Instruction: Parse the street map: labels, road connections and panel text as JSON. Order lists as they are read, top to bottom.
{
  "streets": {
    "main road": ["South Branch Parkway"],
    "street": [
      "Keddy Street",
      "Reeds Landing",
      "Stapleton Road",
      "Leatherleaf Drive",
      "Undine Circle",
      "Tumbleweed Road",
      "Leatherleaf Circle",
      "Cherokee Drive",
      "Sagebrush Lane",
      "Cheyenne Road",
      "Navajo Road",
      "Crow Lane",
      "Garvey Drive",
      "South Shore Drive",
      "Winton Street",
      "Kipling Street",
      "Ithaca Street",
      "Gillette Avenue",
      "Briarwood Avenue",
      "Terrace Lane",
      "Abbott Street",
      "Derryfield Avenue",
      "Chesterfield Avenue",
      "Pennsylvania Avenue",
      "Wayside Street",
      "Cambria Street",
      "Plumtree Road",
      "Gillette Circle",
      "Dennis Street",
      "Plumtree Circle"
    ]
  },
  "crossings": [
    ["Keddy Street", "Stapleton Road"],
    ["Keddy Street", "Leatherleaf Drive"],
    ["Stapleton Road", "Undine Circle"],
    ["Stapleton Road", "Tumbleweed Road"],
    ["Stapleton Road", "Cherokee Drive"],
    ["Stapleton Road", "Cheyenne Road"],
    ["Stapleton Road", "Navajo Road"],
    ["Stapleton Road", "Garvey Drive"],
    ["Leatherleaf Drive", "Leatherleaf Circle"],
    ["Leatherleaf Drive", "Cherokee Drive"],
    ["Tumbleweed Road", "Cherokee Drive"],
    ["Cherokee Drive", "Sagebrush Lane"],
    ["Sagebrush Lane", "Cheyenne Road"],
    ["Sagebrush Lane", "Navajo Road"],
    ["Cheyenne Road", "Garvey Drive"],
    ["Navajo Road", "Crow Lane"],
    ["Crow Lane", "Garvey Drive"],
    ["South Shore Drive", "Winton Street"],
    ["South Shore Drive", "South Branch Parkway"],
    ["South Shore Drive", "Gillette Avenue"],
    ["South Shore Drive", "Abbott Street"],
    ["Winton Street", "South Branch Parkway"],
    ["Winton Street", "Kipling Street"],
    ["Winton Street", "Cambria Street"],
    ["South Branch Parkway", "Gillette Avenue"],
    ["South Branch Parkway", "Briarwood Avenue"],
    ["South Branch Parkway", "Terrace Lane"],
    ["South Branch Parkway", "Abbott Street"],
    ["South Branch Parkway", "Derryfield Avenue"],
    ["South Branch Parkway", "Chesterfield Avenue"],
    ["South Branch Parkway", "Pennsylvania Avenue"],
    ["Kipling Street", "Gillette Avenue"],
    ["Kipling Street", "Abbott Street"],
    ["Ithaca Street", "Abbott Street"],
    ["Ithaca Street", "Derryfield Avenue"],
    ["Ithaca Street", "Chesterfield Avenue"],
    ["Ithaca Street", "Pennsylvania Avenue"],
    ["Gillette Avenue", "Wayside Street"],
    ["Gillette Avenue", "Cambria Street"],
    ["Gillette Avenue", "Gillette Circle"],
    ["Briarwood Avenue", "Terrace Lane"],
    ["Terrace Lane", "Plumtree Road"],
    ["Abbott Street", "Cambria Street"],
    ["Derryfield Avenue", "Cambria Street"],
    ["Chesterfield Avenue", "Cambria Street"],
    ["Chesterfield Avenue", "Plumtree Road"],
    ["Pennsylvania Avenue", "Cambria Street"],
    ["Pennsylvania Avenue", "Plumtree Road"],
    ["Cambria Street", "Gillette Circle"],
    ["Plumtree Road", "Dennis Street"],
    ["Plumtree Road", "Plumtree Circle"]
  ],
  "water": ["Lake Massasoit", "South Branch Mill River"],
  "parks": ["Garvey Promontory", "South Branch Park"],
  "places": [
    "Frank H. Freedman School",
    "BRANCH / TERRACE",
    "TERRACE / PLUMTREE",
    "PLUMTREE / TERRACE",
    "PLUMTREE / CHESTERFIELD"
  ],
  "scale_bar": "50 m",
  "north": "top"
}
————————
- _Task instructions_: Your answer must be an exact copy of every entry above.

- _Task response_:
Instruction: Parse the street map: labels, road connections and panel text as JSON. Order lists as they are read, top to bottom.
{
  "streets": {
    "main road": ["South Branch Parkway"],
    "street": [
      "Keddy Street",
      "Reeds Landing",
      "Stapleton Road",
      "Leatherleaf Drive",
      "Undine Circle",
      "Tumbleweed Road",
      "Leatherleaf Circle",
      "Cherokee Drive",
      "Sagebrush Lane",
      "Cheyenne Road",
      "Navajo Road",
      "Crow Lane",
      "Garvey Drive",
      "South Shore Drive",
      "Winton Street",
      "Kipling Street",
      "Ithaca Street",
      "Gillette Avenue",
      "Briarwood Avenue",
      "Terrace Lane",
      "Abbott Street",
      "Derryfield Avenue",
      "Chesterfield Avenue",
      "Pennsylvania Avenue",
      "Wayside Street",
      "Cambria Street",
      "Plumtree Road",
      "Gillette Circle",
      "Dennis Street",
      "Plumtree Circle"
    ]
  },
  "crossings": [
    ["Keddy Street", "Stapleton Road"],
    ["Keddy Street", "Leatherleaf Drive"],
    ["Stapleton Road", "Undine Circle"],
    ["Stapleton Road", "Tumbleweed Road"],
    ["Stapleton Road", "Cherokee Drive"],
    ["Stapleton Road", "Cheyenne Road"],
    ["Stapleton Road", "Navajo Road"],
    ["Stapleton Road", "Garvey Drive"],
    ["Leatherleaf Drive", "Leatherleaf Circle"],
    ["Leatherleaf Drive", "Cherokee Drive"],
    ["Tumbleweed Road", "Cherokee Drive"],
    ["Cherokee Drive", "Sagebrush Lane"],
    ["Sagebrush Lane", "Cheyenne Road"],
    ["Sagebrush Lane", "Navajo Road"],
    ["Cheyenne Road", "Garvey Drive"],
    ["Navajo Road", "Crow Lane"],
    ["Crow Lane", "Garvey Drive"],
    ["South Shore Drive", "Winton Street"],
    ["South Shore Drive", "South Branch Parkway"],
    ["South Shore Drive", "Gillette Avenue"],
    ["South Shore Drive", "Abbott Street"],
    ["Winton Street", "South Branch Parkway"],
    ["Winton Street", "Kipling Street"],
    ["Winton Street", "Cambria Street"],
    ["South Branch Parkway", "Gillette Avenue"],
    ["South Branch Parkway", "Briarwood Avenue"],
    ["South Branch Parkway", "Terrace Lane"],
    ["South Branch Parkway", "Abbott Street"],
    ["South Branch Parkway", "Derryfield Avenue"],
    ["South Branch Parkway", "Chesterfield Avenue"],
    ["South Branch Parkway", "Pennsylvania Avenue"],
    ["Kipling Street", "Gillette Avenue"],
    ["Kipling Street", "Abbott Street"],
    ["Ithaca Street", "Abbott Street"],
    ["Ithaca Street", "Derryfield Avenue"],
    ["Ithaca Street", "Chesterfield Avenue"],
    ["Ithaca Street", "Pennsylvania Avenue"],
    ["Gillette Avenue", "Wayside Street"],
    ["Gillette Avenue", "Cambria Street"],
    ["Gillette Avenue", "Gillette Circle"],
    ["Briarwood Avenue", "Terrace Lane"],
    ["Terrace Lane", "Plumtree Road"],
    ["Abbott Street", "Cambria Street"],
    ["Derryfield Avenue", "Cambria Street"],
    ["Chesterfield Avenue", "Cambria Street"],
    ["Chesterfield Avenue", "Plumtree Road"],
    ["Pennsylvania Avenue", "Cambria Street"],
    ["Pennsylvania Avenue", "Plumtree Road"],
    ["Cambria Street", "Gillette Circle"],
    ["Plumtree Road", "Dennis Street"],
    ["Plumtree Road", "Plumtree Circle"]
  ],
  "water": ["Lake Massasoit", "South Branch Mill River"],
  "parks": ["Garvey Promontory", "South Branch Park"],
  "places": [
    "Frank H. Freedman School",
    "BRANCH / TERRACE",
    "TERRACE / PLUMTREE",
    "PLUMTREE / TERRACE",
    "PLUMTREE / CHESTERFIELD"
  ],
  "scale_bar": "50 m",
  "north": "top"
}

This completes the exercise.